Linked lists are made up of nodes, where each node contains a pointer to the next node in the list. In addition, each node contains a unit of data we will call the cargo. In our first example, the cargo will be a single integer, but later we will write a generic data structure that can contain objects of any type.
17.1. Revenge of the Node
¶
As usual when we write a new object, we’ll start with the instance variables,
one or two constructors and to_str
so that we can test the basic mechanisms
of creating and displaying the new type.
struct Node {
int cargo;
Node* next;
Node() {
cargo = 0;
next = nullptr;
}
Node(int cargo) {
this->cargo = cargo;
next = nullptr;
}
Node(int cargo, Node* next) {
this->cargo = cargo;
this->next = next;
}
string to_str() const {
return to_string(cargo);
}
};
The declarations of the instance variables follow naturally from the
specification, and the rest follows machanically from the instance variables.

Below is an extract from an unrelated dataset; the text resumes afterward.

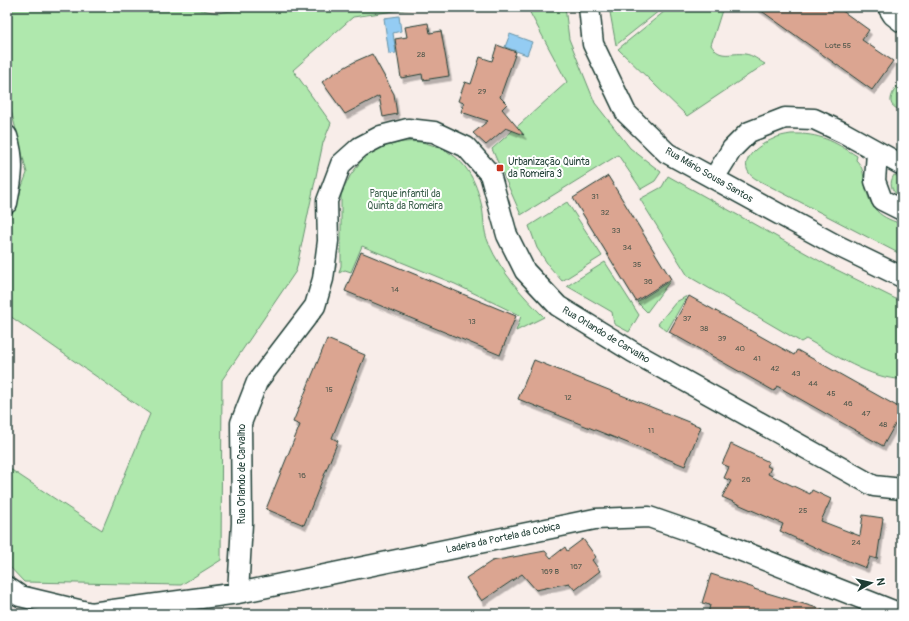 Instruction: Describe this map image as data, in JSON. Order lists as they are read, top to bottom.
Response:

We should also note that we are intentionally using struct
instead of
class
, so that our instance variables are public by default (see
What is a class?).
To test the implementation so far, we would put something like this in
main
:
Node* node1 = new Node(1, NULL);
cout << node1->to_str() << endl;
The result is simply:
1
To make it interesting, we need a list with more than one node!
Node* node1 = new Node(1, NULL);
Node* node2 = new Node(2, NULL);
Node* node3 = new Node(3, NULL);
This code creates three nodes, but we don’t have a list yet because the nodes are not linked. The state diagram looks like this:
To link up the nodes, we have to make the first node refer to the second, and the second node refer to the third.
node1->next = node2;
node2->next = node3;
The next
variable of node3
is still NULL
, which indicates it is
the end of the list. Now the state diagram looks like:
Now we know how to create nodes and link them into lists. What might be less clear at this point is why. We’ll take that up in the next section.
17.2. Lists as collections¶
The thing that makes lists useful is that they are a way of assembling multiple objects into a single entity, sometimes called a collection. In this example, the first node of the list serves as a pointer to the entire list.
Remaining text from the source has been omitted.